The Care Coordinator will work with other medical professionals to provide the best healthcare possible to patients. This coordinated, team-based care will be provided to individuals through effective partnerships with patients, caregivers, families, community resources, and their physician with the Care Coordinator serving as the primary contact point, advocate, and resource. The Care Coordinator will work in collaboration and continuous partnership with the patient to ensure that the patient understands every aspect of their care and will promote adherence to a care plan developed in coordination with the patient, primary care provider, and family / caregivers. The Care Coordinator will connect patient to relevant community resources with the goal of enhancing patient health and well-being, increasing patient satisfaction, and reduction health costs by managing relationships with tertiary care providers, transitions-in-care, and referrals.

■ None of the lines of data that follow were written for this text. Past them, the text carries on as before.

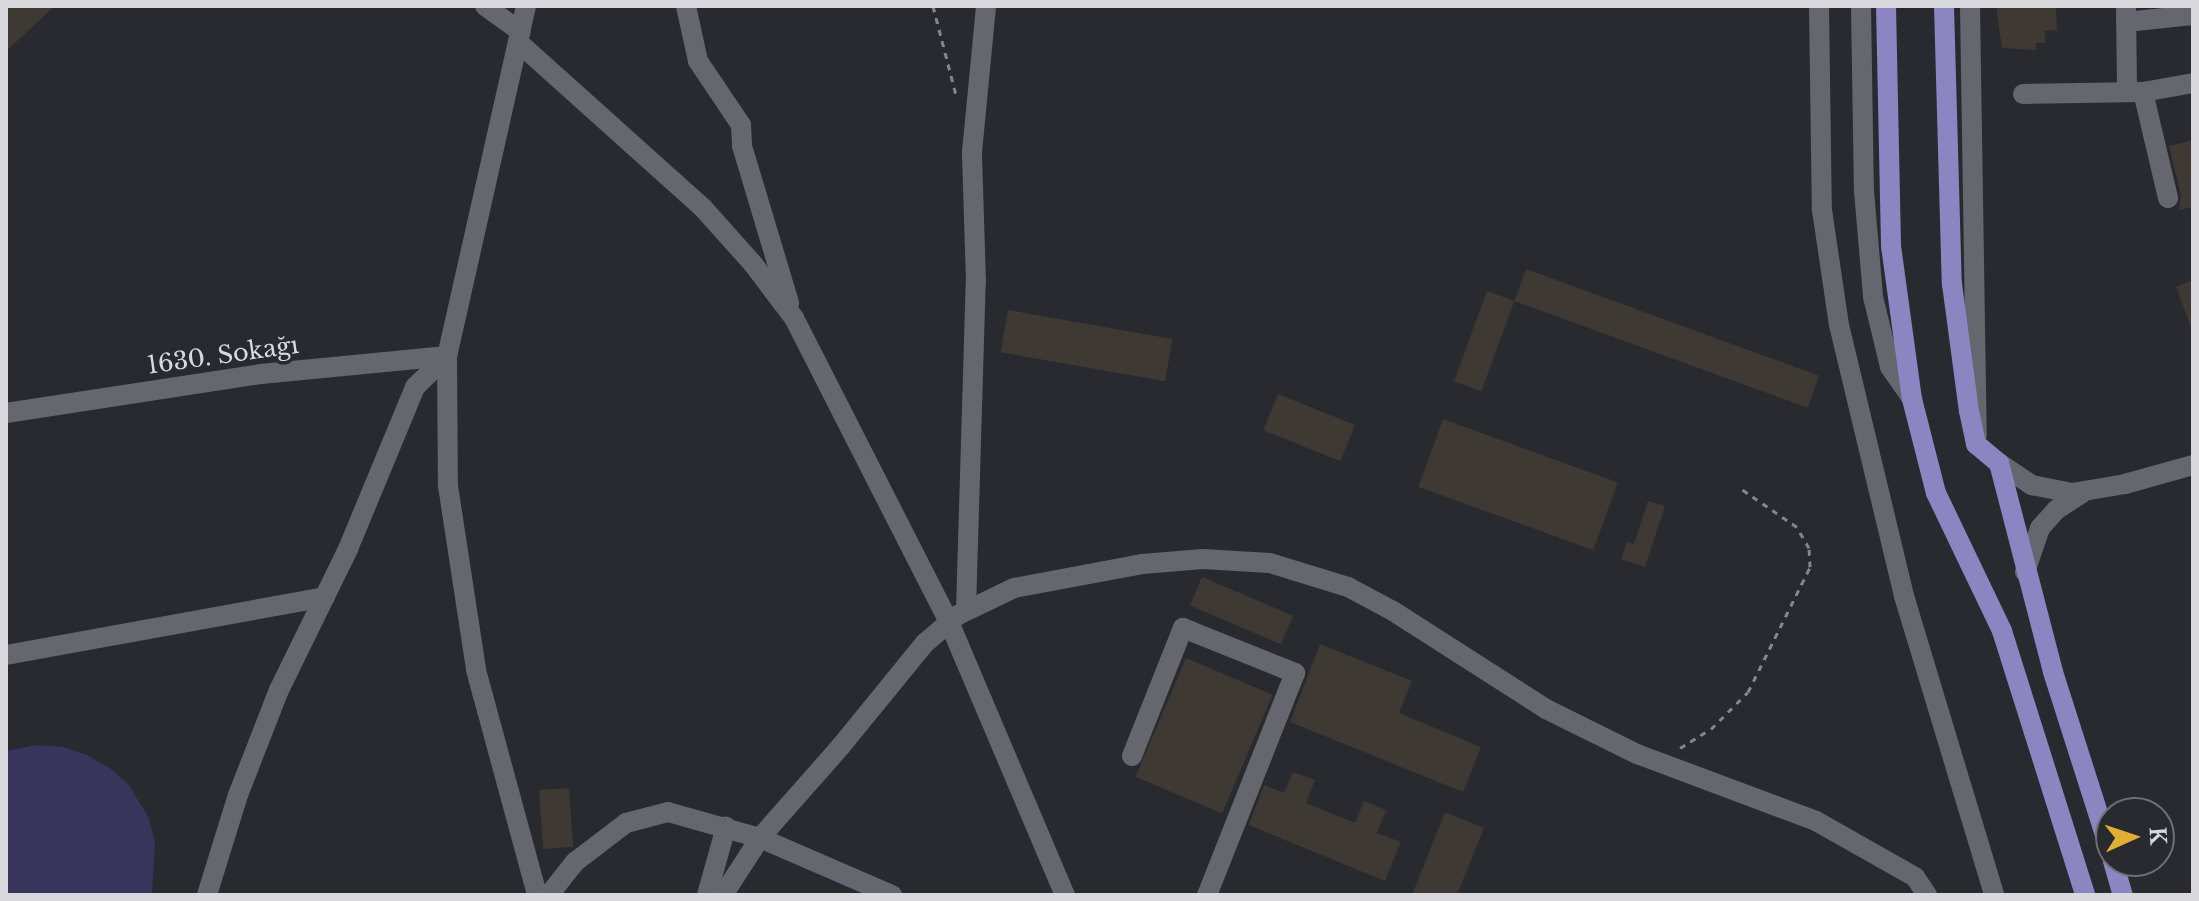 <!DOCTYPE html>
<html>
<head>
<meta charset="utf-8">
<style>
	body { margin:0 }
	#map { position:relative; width:2199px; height:901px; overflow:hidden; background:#292930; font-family:"Libre Baskerville",serif }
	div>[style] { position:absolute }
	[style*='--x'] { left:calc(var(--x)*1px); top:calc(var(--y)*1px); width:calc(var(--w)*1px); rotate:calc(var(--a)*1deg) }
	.green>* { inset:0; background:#38345c }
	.building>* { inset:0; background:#3e3a33; transform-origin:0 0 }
	.path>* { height:3px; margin-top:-1.5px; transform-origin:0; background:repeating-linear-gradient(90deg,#85858b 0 6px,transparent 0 12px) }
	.minor>* { height:20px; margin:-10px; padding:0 10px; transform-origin:10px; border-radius:10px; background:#66666f }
	.major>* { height:20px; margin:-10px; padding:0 10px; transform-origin:10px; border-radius:10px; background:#8b85c2 }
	span { translate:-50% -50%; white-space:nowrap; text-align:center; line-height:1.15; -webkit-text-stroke:7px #292930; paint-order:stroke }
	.street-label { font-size:24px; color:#d8d8dd }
	.frame { position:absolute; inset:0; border:8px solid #d8d8dd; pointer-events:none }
	.north { position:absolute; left:2095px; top:797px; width:80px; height:80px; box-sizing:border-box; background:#292930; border:2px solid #6f6f75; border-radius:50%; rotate:87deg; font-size:22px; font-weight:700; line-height:32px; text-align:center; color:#d8d8dd }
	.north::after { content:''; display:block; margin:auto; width:28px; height:36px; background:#e1af34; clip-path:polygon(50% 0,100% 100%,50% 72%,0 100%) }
</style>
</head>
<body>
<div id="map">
	<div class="green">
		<div style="clip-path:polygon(37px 745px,63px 747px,87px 755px,110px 768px,129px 785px,149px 818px,155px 843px,152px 895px,6px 895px,6px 751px)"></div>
	</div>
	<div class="building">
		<div style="clip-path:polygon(6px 6px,55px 6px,6px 51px)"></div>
		<div style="clip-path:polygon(1996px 6px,2056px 6px,2057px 30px,2045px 31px,2045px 43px,2036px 43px,2036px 50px,2002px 48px)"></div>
		<div style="clip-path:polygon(2193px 140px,2193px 207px,2179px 210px,2181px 195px,2169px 146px)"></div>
		<div style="left:1526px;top:269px;width:312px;height:34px;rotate:20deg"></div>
		<div style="clip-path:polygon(2193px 280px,2193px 328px,2191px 328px,2176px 287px)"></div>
		<div style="left:1487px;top:291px;width:29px;height:96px;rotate:20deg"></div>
		<div style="left:1008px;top:310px;width:167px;height:43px;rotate:10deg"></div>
		<div style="left:1278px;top:394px;width:83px;height:39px;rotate:22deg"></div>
		<div style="left:1443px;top:419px;width:186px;height:72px;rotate:20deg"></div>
		<div style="clip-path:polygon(1648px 501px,1665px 506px,1645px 567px,1621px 559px,1627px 542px,1634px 544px)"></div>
		<div style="left:1202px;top:577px;width:99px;height:31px;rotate:23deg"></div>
		<div style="clip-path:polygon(1320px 644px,1412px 681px,1399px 713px,1481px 747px,1463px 792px,1290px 722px)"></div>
		<div style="left:1186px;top:658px;width:94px;height:129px;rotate:23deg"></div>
		<div style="clip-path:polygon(1293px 772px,1315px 780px,1306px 803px,1355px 823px,1364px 801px,1386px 810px,1377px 833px,1401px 842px,1385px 881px,1249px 825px,1264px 785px,1284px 793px)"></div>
		<div style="left:569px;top:788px;width:59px;height:30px;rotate:86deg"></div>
		<div style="clip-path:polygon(1445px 812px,1484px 828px,1457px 895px,1412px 895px)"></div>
	</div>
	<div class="path">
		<div style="--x:933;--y:6;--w:96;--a:75.5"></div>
		<div style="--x:1680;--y:748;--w:36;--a:-32"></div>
		<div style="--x:1711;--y:729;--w:52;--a:-45"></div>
		<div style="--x:1748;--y:692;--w:140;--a:-63.6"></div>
		<div style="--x:1810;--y:567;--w:19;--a:-93"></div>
		<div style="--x:1809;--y:548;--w:24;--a:-120"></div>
		<div style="--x:1797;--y:527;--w:69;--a:-145.6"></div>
	</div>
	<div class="minor">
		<div style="--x:485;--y:6;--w:44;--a:35.8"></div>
		<div style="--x:526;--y:6;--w:359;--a:102.7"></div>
		<div style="--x:447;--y:356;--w:130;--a:89.6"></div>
		<div style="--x:448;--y:486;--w:186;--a:81.3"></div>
		<div style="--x:476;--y:670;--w:233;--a:74.8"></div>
		<div style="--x:686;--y:6;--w:56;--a:77.7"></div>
		<div style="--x:698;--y:61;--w:77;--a:56.1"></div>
		<div style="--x:741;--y:125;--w:21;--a:87"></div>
		<div style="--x:742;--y:146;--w:164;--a:73.3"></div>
		<div style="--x:1819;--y:6;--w:204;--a:89.2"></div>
		<div style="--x:1822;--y:210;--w:116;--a:81.6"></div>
		<div style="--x:1839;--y:325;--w:279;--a:76.5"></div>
		<div style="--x:1904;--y:596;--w:312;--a:73.2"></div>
		<div style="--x:1861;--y:6;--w:185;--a:89.1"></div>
		<div style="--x:1864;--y:191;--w:106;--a:85.1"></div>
		<div style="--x:1873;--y:297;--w:72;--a:76.3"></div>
		<div style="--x:1890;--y:367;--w:39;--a:55"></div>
		<div style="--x:1970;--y:6;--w:430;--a:89.1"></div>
		<div style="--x:2126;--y:6;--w:86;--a:89.3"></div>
		<div style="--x:2126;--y:22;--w:67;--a:-6"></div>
		<div style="--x:518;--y:42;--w:249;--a:41.9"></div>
		<div style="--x:703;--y:208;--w:75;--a:48.2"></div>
		<div style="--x:753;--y:264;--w:68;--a:52.8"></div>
		<div style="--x:794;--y:318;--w:341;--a:63"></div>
		<div style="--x:949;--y:622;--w:297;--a:67"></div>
		<div style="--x:2143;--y:92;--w:109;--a:76.7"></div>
		<div style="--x:2023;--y:94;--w:120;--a:-1"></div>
		<div style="--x:2143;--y:92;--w:51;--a:-10.2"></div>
		<div style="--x:6;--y:413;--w:258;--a:-8.7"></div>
		<div style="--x:261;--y:374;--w:187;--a:-5.5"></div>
		<div style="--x:1999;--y:463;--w:40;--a:34"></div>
		<div style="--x:2032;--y:485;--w:41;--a:11.3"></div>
		<div style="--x:2072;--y:493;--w:54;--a:-9.6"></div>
		<div style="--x:2125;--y:484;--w:71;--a:-15.6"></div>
		<div style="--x:2025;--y:572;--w:46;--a:-71.2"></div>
		<div style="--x:2040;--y:528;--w:24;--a:-48"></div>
		<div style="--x:2056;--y:510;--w:31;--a:-33"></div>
		<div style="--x:966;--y:610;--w:328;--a:-88.3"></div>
		<div style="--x:976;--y:282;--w:130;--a:-91.8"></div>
		<div style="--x:972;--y:152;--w:147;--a:-84.5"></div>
		<div style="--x:6;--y:655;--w:324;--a:-10.3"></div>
		<div style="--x:1132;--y:756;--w:138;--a:-68.3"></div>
		<div style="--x:1183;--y:628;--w:121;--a:21.9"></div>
		<div style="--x:1295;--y:673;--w:239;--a:111.6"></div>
		<div style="--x:207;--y:895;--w:105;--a:-72.8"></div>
		<div style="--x:238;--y:795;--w:113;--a:-68.7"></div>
		<div style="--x:279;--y:690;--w:157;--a:-63.9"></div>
		<div style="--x:348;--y:549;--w:175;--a:-67.5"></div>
		<div style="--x:415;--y:387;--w:45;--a:-44.1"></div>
		<div style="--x:549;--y:895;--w:42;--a:-51.8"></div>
		<div style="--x:575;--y:862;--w:64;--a:-37.4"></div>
		<div style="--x:626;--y:823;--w:43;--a:-14.7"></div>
		<div style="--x:668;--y:812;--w:96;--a:15.8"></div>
		<div style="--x:760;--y:838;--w:144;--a:23.4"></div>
		<div style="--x:707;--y:895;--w:71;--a:-74.4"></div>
		<div style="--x:723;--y:895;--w:68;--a:-57"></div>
		<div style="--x:760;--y:838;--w:123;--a:-48.6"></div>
		<div style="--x:841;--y:746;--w:133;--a:-50.8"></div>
		<div style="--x:925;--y:643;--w:43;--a:-40.3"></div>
		<div style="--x:958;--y:615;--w:62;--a:-25.7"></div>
		<div style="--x:1014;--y:588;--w:130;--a:-10.6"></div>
		<div style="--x:1142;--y:564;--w:61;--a:-4.7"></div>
		<div style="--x:1203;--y:559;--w:67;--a:3.4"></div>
		<div style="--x:1270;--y:563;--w:82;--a:17.1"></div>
		<div style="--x:1348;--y:587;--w:51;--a:28.1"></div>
		<div style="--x:1393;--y:611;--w:182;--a:32.6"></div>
		<div style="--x:1546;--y:709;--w:102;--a:26.3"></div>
		<div style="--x:1637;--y:754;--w:191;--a:20.5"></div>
		<div style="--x:1816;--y:821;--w:114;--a:29.5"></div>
		<div style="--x:1915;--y:877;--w:22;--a:56"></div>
	</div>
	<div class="major">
		<div style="--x:1886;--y:6;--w:240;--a:88.8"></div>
		<div style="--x:1891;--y:246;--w:154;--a:82.2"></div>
		<div style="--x:1912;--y:399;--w:97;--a:75.7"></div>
		<div style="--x:1936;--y:493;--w:153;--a:64.4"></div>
		<div style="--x:2002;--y:631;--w:277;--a:72.5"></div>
		<div style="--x:1944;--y:6;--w:278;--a:88.4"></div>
		<div style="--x:1952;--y:284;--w:128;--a:82.4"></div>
		<div style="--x:1969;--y:411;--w:34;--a:78"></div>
		<div style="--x:1976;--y:444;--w:30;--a:40"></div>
		<div style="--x:1999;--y:463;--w:216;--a:75.5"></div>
		<div style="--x:2053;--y:672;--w:191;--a:72.3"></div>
		<div style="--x:2113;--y:861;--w:35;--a:74"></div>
	</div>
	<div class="street-label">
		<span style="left:223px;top:355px;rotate:-8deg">1630. Sokağı</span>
	</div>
	<div class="frame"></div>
	<div class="north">K</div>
</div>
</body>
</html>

This individual will also work with administration to create policies and make decisions that are in the best interest of patients and will facilitate a shared goal model across settings of care to achieve coordinated high-quality care that is patient and family centered.
Responsibilities:
Promote timely access to appropriate care
Increase utilization of preventative care, reduce emergency room utilization and hospital readmissions
Provide medication reconciliation
Assess patient’s unmet health and social needs
Develop a care plan with the patient, family/caregiver, and providers and monitor adherence to these care plans evaluating effectiveness, patient progress, and facilitating change as needed
Facilitate patient access to appropriate medical and specialty providers
Educate patient and family/caregivers about relevant community resources
Cultivate and support primary care and specialty provider co-management with timely communication, inquiry, follow up, and integration of information into the care plan regarding transitions-in-care and referrals
Assist in the identification of high-risk patients
Implement an effective internal tracking system for identified patients
Promote health behaviors in all populations and ensure navigation assistance with community resources
Ensure active tracking of test results, medication management, and adherence to follow-up appointments
Qualifications:
Education
Must be a current licensed Practical or Registered Nurse or Medical Assistant
or have obtained a bachelor’s or master’s degree in Social Work
Minimum Work Experience
2 + years of experience in a clinic, hospital, or quality management environment
Required Skills, Knowledge, and Abilities
Ability to identify and implement appropriate patient communication strategies and overcome accessibility barriers
Experience in, and sensitivity to, the unique dynamics of an integrated hospital system
Exposure to and participation with health IT systems and data reports
Demonstrated skills in planning, organizing, decision making, analytical thinking, and communication required
Demonstrated skills in Quality Improvement and operational improvements (e.g. “Lean”) methods.